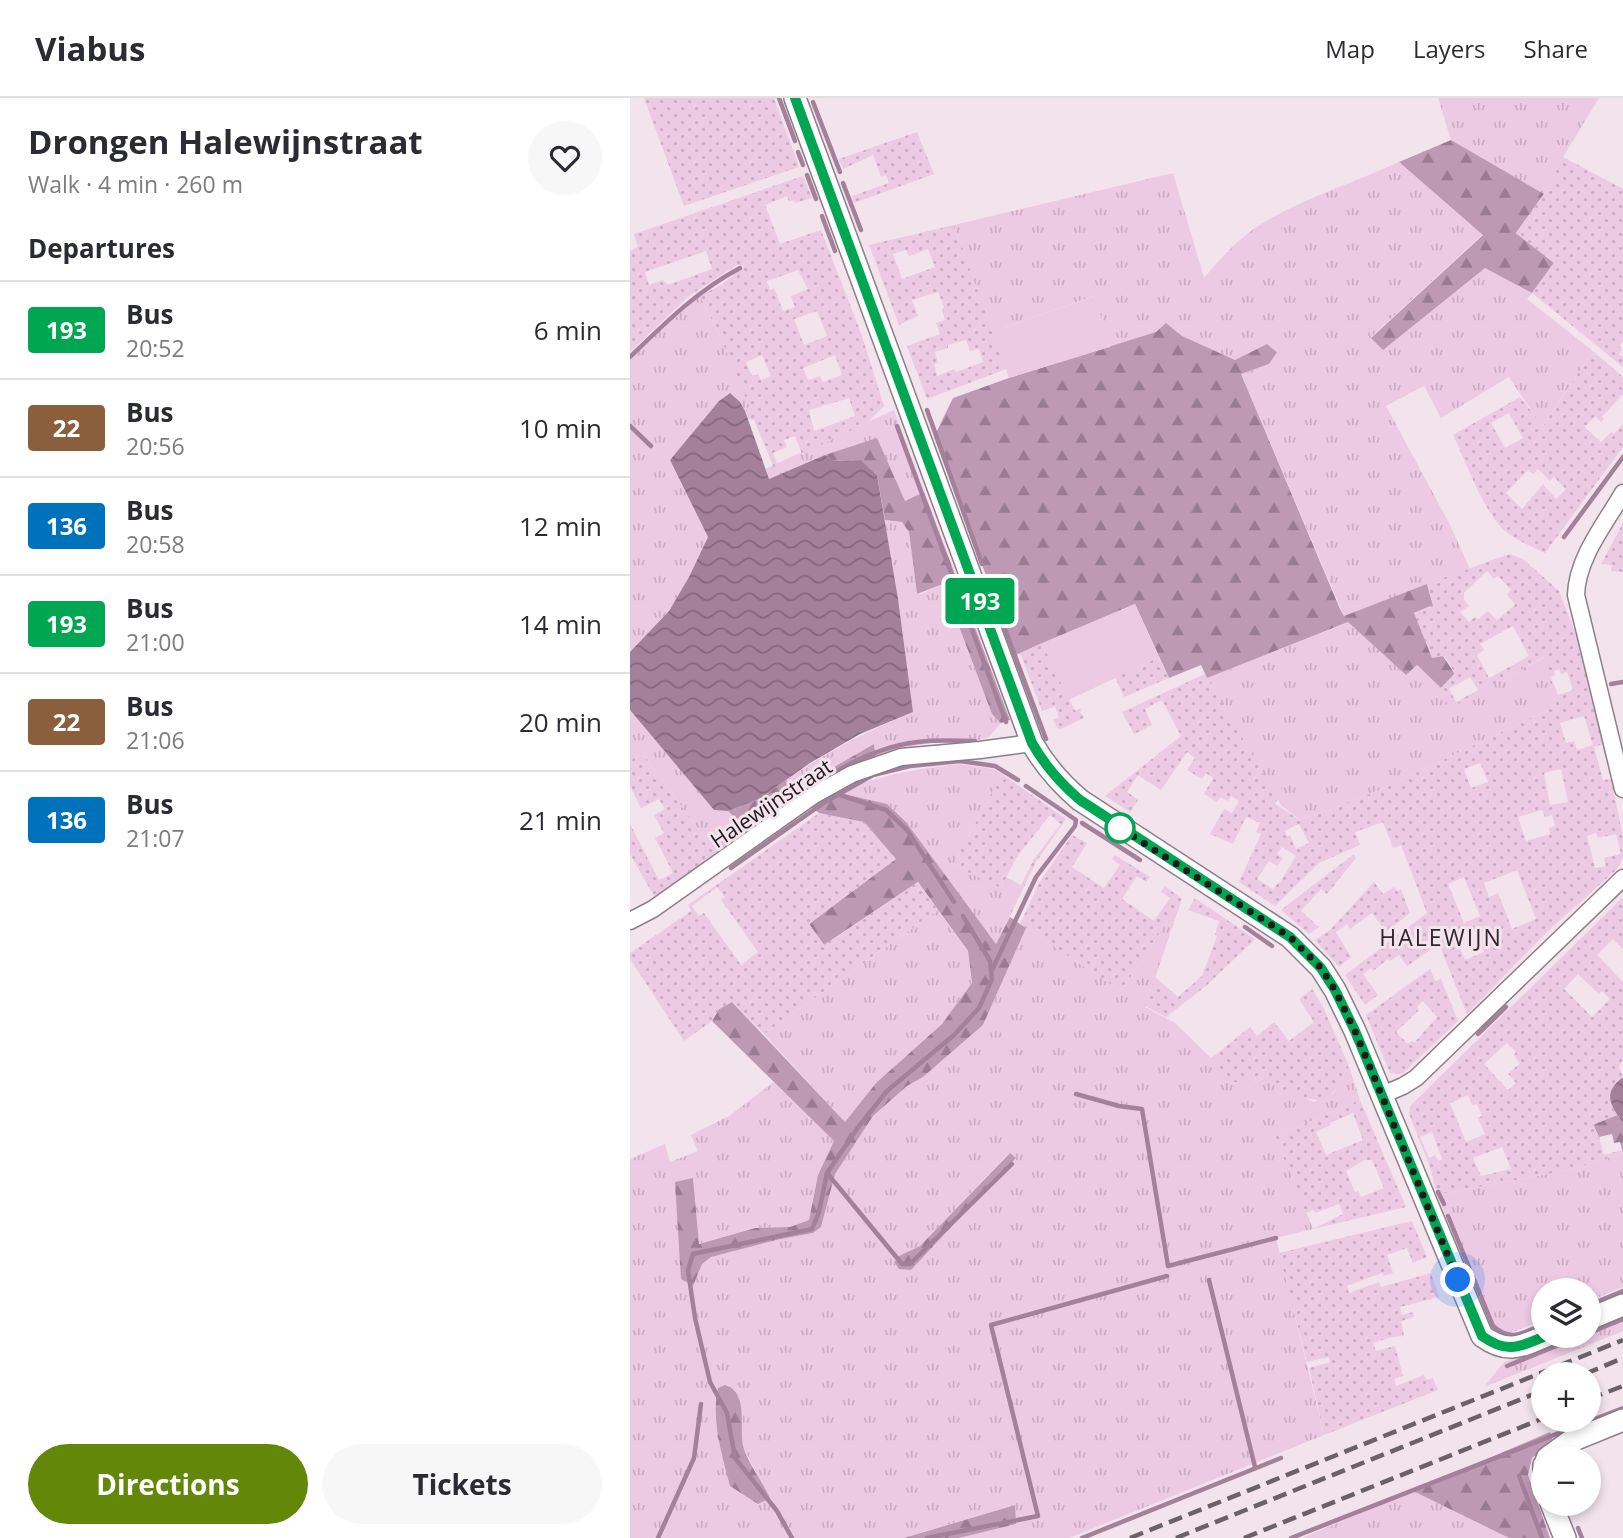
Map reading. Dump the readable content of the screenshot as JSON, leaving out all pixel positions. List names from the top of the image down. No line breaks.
{"streets":{"street":["Halewijnstraat"]},"districts":["HALEWIJN"],"lines":["bus line 193"],"page":{"header":"Viabus","nav":["Map","Layers","Share"],"heading":[["Drongen Halewijnstraat","Walk · 4 min · 260 m"],"Departures"],"on_map":"193","list":[{"mark":"193","name":"Bus","note":"20:52","value":"6 min"},{"mark":"22","name":"Bus","note":"20:56","value":"10 min"},{"mark":"136","name":"Bus","note":"20:58","value":"12 min"},{"mark":"193","name":"Bus","note":"21:00","value":"14 min"},{"mark":"22","name":"Bus","note":"21:06","value":"20 min"},{"mark":"136","name":"Bus","note":"21:07","value":"21 min"}],"map_buttons":["+","−"],"buttons":["Directions","Tickets"]}}
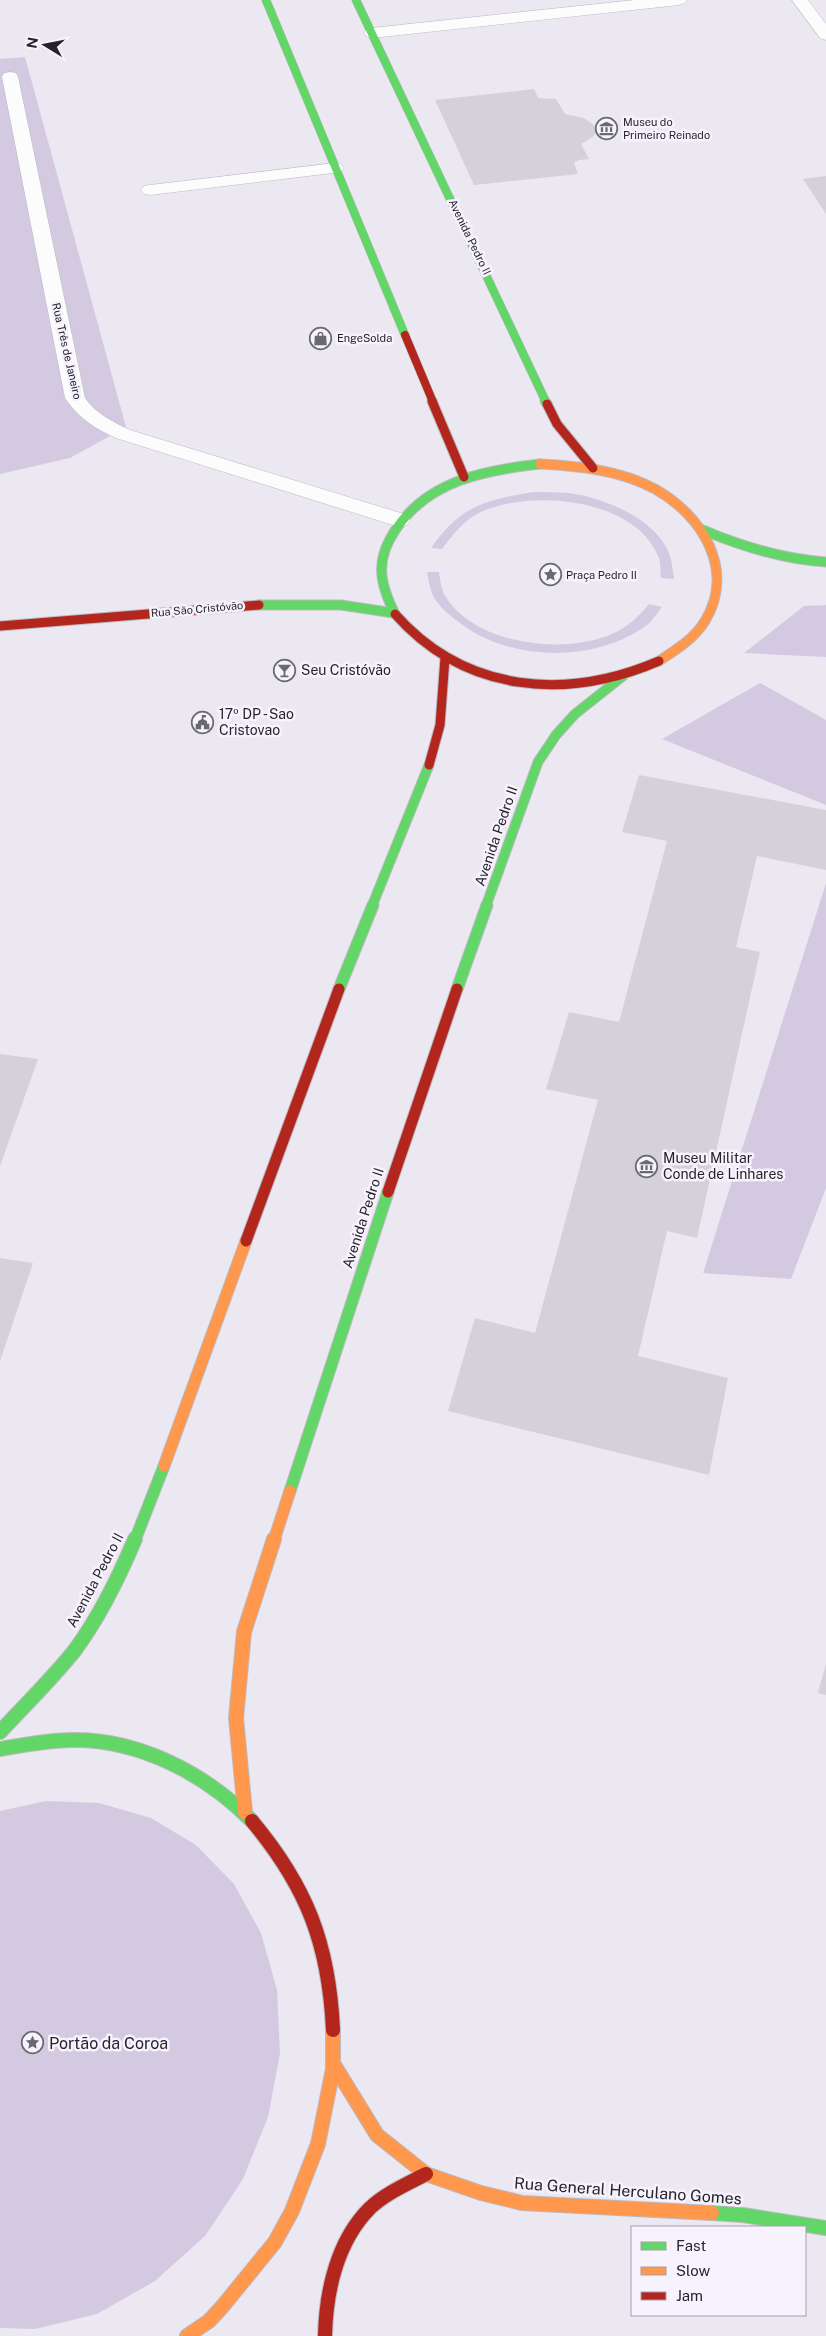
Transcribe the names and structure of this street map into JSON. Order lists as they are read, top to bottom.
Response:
{
  "streets": {
    "street": [
      "Avenida Pedro II",
      "Rua Três de Janeiro",
      "Rua São Cristóvão",
      "Rua General Herculano Gomes"
    ]
  },
  "places": {
    "museum": ["Museu do Primeiro Reinado", "Museu Militar Conde de Linhares"],
    "shop": ["EngeSolda"],
    "place": ["Praça Pedro II", "Portão da Coroa"],
    "bar": ["Seu Cristóvão"],
    "public building": ["17º DP - Sao Cristovao"]
  },
  "legend": ["Fast", "Slow", "Jam"],
  "north": "left"
}
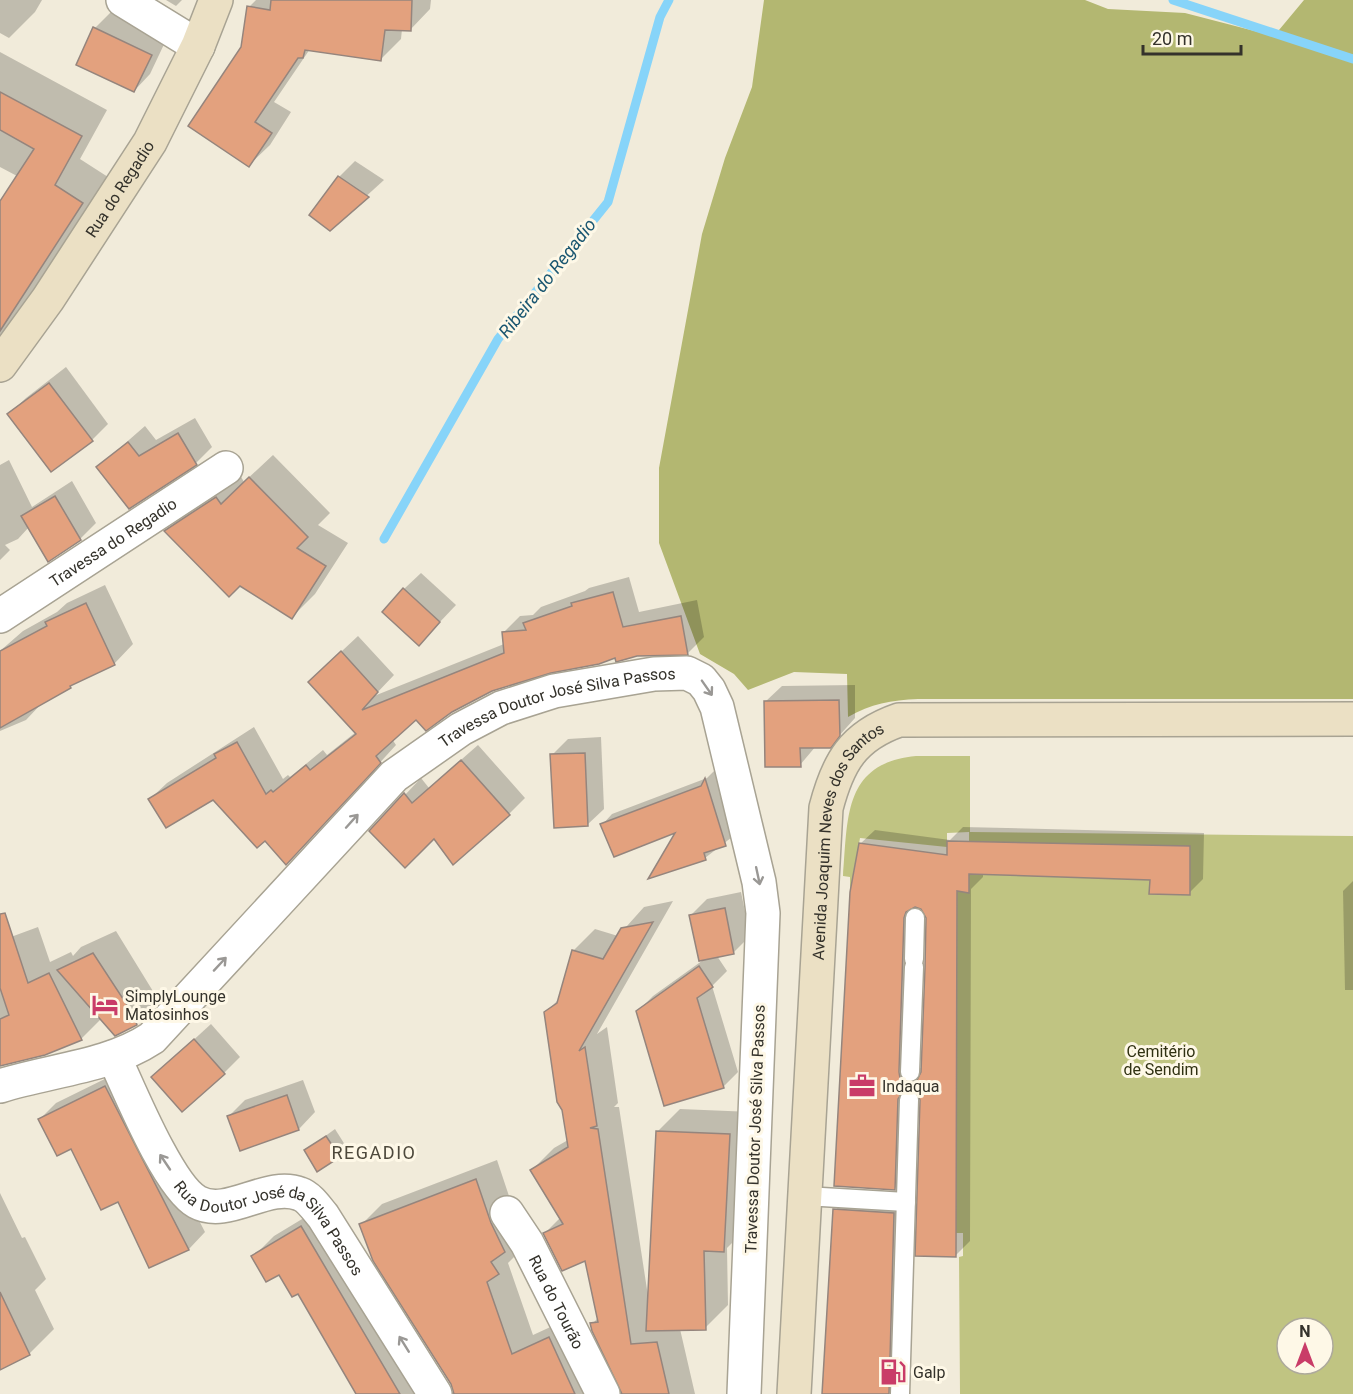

Task: Once the pictures are set aside, give the rest of the material again unchanged.

Result below:
Map reading. Dump the readable content of the screenshot as JSON, leaving out all pixel positions. List names from the top of the image down. No line breaks.
{"streets":{"street":["Halewijnstraat"]},"districts":["HALEWIJN"],"lines":["bus line 193"],"page":{"header":"Viabus","nav":["Map","Layers","Share"],"heading":[["Drongen Halewijnstraat","Walk · 4 min · 260 m"],"Departures"],"on_map":"193","list":[{"mark":"193","name":"Bus","note":"20:52","value":"6 min"},{"mark":"22","name":"Bus","note":"20:56","value":"10 min"},{"mark":"136","name":"Bus","note":"20:58","value":"12 min"},{"mark":"193","name":"Bus","note":"21:00","value":"14 min"},{"mark":"22","name":"Bus","note":"21:06","value":"20 min"},{"mark":"136","name":"Bus","note":"21:07","value":"21 min"}],"map_buttons":["+","−"],"buttons":["Directions","Tickets"]}}
Transcribe the names and structure of this street map into JSON. Order lists as they are read, top to bottom.
Response:
{
  "streets": {
    "street": [
      "Avenida Pedro II",
      "Rua Três de Janeiro",
      "Rua São Cristóvão",
      "Rua General Herculano Gomes"
    ]
  },
  "places": {
    "museum": ["Museu do Primeiro Reinado", "Museu Militar Conde de Linhares"],
    "shop": ["EngeSolda"],
    "place": ["Praça Pedro II", "Portão da Coroa"],
    "bar": ["Seu Cristóvão"],
    "public building": ["17º DP - Sao Cristovao"]
  },
  "legend": ["Fast", "Slow", "Jam"],
  "north": "left"
}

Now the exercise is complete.